### EXERCISE
Return only the count of lines in the listing below where the word "position" appears.

### TASK DATA
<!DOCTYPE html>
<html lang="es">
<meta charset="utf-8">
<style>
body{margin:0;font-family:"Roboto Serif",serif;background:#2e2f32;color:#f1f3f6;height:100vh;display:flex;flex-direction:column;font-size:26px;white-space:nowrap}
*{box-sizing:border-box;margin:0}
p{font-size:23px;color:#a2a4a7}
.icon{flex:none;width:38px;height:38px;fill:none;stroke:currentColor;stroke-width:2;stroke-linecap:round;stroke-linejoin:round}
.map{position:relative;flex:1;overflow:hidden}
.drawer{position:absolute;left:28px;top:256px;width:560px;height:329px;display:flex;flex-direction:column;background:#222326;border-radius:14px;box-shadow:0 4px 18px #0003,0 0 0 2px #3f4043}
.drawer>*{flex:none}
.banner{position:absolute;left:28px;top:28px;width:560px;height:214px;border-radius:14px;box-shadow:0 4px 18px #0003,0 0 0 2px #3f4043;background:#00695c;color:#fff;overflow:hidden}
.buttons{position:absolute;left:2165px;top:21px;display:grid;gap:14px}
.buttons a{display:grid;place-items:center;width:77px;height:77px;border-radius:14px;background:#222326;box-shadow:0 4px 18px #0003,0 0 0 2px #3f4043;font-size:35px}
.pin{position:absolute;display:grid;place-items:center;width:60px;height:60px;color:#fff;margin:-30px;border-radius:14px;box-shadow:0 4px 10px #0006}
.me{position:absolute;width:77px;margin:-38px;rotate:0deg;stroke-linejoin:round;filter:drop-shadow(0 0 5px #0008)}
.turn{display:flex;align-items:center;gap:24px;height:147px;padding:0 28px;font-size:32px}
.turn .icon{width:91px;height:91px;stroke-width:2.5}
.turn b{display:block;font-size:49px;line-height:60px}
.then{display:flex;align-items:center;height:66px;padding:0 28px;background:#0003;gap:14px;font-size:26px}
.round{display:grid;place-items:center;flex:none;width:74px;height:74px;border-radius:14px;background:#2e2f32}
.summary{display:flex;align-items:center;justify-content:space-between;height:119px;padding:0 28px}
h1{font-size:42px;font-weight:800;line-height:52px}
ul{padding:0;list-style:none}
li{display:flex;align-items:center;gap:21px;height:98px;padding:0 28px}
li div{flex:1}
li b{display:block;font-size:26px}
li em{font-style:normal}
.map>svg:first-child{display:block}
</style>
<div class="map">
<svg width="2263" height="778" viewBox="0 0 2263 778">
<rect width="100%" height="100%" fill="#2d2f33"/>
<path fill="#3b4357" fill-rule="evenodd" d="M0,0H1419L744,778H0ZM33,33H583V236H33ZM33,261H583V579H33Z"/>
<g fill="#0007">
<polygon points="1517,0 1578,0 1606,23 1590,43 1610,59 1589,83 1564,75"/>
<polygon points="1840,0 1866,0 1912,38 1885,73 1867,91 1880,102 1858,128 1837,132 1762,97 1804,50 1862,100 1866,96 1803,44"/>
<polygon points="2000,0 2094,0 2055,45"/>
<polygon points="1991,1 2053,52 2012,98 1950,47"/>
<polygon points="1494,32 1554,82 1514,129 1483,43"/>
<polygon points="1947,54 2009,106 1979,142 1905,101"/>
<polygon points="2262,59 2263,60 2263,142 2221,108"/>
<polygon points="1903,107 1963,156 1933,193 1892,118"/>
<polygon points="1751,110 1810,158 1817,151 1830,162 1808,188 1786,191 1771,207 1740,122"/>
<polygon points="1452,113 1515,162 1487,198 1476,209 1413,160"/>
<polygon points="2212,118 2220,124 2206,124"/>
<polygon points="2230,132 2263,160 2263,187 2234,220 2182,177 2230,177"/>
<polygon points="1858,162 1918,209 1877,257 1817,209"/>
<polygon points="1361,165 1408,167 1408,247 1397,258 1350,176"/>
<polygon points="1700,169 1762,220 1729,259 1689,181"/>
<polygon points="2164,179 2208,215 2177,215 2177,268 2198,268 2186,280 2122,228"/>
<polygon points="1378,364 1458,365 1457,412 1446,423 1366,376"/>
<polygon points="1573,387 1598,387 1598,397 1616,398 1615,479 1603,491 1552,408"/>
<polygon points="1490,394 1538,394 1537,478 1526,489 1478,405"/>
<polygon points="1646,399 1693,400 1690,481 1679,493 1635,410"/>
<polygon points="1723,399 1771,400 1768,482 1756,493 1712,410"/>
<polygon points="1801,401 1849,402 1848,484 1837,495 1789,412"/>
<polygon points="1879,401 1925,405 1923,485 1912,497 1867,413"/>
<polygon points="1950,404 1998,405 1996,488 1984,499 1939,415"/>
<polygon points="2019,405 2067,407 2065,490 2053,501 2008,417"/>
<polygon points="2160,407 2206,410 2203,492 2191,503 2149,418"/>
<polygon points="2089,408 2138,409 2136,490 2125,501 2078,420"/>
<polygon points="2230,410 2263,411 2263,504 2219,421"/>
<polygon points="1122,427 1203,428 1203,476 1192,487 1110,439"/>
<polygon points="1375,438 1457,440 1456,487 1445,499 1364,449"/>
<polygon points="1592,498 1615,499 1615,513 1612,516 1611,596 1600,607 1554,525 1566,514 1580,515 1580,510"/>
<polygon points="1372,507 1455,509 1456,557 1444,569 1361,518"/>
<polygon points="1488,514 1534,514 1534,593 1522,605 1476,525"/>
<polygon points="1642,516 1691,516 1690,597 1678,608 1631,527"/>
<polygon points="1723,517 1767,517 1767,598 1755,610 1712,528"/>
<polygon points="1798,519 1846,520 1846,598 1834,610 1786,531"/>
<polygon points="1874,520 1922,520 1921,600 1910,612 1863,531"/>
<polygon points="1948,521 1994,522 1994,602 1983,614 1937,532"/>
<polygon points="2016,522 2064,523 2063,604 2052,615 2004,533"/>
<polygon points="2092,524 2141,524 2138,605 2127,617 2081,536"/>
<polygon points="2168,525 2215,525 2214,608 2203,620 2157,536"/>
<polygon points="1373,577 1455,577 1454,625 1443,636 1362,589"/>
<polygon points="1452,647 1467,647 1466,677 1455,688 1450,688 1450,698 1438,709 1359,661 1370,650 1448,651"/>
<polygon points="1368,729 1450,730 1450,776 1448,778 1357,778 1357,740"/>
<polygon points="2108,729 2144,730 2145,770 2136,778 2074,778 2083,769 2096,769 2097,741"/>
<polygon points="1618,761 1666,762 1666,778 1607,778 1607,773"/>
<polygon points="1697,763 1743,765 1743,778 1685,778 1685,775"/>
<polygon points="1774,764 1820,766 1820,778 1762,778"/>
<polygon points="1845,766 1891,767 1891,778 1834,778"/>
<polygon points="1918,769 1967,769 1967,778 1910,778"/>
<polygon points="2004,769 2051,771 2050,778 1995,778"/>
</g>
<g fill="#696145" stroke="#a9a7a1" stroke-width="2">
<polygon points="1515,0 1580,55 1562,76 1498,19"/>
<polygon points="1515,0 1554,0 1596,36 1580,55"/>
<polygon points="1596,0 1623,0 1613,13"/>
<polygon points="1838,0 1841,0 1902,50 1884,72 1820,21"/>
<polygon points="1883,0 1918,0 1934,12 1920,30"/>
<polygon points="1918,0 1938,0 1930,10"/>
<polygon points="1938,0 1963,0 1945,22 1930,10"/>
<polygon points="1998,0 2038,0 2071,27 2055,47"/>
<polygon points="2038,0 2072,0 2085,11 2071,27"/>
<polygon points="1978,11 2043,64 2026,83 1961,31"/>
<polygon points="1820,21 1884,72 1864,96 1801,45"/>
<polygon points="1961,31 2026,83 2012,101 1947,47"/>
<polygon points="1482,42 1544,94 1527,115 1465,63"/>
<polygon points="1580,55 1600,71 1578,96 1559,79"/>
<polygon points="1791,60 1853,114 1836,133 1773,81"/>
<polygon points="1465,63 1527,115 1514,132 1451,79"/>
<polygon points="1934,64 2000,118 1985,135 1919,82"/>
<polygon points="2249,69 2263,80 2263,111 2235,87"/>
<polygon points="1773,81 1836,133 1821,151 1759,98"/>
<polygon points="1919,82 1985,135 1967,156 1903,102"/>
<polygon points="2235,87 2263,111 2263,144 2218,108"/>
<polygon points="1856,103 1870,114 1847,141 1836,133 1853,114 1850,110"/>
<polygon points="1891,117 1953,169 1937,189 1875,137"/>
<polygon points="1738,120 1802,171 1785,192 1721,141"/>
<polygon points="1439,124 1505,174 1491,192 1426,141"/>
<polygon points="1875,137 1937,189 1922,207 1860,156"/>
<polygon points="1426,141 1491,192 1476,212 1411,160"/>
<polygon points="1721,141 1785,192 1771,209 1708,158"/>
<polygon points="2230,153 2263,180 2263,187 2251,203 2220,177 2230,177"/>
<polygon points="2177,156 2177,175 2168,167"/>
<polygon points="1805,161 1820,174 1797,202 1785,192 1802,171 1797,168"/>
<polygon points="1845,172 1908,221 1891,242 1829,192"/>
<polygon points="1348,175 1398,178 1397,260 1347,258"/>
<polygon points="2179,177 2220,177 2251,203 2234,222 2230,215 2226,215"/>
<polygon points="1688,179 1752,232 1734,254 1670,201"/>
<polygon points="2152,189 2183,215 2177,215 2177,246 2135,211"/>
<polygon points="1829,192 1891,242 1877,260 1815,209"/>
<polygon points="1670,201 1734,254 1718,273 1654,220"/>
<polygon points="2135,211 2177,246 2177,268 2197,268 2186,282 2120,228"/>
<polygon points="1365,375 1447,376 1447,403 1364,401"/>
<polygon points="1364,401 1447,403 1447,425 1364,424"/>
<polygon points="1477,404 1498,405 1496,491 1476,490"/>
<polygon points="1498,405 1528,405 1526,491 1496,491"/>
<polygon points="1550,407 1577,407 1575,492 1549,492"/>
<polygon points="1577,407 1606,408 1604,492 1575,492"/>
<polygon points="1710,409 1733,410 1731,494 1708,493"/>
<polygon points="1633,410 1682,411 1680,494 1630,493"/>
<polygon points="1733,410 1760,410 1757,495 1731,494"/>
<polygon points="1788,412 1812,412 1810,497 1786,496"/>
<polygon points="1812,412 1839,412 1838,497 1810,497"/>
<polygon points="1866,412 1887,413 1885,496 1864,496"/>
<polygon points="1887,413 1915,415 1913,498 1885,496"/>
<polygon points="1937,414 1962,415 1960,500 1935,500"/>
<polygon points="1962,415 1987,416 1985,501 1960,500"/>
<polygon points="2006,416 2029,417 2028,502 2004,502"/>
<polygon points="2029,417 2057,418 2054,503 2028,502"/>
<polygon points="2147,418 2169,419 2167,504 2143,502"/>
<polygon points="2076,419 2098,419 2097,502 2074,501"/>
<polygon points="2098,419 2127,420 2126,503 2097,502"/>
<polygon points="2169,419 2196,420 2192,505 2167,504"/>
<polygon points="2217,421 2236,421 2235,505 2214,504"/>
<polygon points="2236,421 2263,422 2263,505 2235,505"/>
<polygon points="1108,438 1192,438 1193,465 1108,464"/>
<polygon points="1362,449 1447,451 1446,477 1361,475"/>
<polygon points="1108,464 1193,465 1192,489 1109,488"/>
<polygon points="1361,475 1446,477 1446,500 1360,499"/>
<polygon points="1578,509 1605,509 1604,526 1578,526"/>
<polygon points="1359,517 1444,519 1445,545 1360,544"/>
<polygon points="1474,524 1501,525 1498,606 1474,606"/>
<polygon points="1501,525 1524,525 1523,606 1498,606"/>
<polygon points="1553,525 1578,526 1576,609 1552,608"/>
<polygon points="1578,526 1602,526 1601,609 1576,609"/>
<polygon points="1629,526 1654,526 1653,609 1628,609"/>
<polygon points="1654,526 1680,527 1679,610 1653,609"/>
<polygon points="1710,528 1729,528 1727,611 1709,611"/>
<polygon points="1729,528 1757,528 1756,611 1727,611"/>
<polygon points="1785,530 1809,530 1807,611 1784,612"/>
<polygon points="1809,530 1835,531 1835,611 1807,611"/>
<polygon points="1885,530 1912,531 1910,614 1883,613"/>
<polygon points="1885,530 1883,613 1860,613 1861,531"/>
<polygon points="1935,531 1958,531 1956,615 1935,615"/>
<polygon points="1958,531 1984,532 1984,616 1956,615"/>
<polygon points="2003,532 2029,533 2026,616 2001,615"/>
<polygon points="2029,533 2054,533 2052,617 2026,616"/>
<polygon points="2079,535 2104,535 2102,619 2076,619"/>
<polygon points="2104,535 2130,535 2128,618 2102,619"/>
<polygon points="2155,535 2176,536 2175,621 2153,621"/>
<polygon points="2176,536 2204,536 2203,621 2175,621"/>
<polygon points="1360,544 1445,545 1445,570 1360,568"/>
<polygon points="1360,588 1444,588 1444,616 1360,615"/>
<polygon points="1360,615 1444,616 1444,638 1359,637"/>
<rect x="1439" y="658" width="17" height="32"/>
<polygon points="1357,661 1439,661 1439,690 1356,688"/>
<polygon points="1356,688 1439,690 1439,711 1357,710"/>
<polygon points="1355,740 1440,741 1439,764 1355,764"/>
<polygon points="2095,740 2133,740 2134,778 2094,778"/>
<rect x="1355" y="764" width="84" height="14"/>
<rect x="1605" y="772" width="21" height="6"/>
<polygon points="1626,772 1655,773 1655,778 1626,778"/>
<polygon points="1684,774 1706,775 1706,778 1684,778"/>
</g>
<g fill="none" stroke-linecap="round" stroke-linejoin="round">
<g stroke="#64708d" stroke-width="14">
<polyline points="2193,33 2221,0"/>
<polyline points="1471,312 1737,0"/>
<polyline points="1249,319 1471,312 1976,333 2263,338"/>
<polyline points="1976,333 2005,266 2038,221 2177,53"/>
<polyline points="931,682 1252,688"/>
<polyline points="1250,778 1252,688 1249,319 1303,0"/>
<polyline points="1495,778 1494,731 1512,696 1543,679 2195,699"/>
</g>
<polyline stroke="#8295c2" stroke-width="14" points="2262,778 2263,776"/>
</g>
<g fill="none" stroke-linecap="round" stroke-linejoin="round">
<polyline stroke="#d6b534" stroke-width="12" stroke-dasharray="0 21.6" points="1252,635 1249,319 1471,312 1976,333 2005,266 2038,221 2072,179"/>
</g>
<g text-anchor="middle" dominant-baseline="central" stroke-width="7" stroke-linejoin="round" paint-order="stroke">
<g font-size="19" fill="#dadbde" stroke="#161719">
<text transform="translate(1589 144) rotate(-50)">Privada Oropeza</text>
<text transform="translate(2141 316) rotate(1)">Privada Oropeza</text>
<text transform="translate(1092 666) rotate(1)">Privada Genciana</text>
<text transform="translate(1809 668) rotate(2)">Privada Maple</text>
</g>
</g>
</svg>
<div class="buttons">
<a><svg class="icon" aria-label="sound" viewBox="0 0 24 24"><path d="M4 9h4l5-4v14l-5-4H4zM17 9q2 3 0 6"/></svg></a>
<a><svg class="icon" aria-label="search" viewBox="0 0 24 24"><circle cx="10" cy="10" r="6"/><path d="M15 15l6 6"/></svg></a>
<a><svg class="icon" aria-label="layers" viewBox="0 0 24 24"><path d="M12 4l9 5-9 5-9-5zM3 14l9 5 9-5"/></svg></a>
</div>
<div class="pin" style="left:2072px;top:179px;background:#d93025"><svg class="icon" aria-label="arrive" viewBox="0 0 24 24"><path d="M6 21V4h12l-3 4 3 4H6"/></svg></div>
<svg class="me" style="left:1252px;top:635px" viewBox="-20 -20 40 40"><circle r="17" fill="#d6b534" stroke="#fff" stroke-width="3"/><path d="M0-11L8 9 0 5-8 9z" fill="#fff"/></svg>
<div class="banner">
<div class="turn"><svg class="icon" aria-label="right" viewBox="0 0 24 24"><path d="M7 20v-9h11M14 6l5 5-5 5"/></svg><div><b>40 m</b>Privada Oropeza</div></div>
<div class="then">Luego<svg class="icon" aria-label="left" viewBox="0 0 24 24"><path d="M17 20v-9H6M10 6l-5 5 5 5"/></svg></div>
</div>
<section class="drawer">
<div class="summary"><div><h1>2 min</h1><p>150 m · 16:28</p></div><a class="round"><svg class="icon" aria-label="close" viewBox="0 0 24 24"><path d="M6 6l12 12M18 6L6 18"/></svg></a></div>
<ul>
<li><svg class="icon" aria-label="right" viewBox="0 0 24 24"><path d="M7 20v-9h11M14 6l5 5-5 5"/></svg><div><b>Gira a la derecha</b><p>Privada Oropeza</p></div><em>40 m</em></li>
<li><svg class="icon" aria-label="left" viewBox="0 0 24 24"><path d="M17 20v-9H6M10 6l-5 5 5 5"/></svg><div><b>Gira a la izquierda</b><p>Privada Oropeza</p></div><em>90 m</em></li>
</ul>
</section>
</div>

### SOLUTION BELOW
6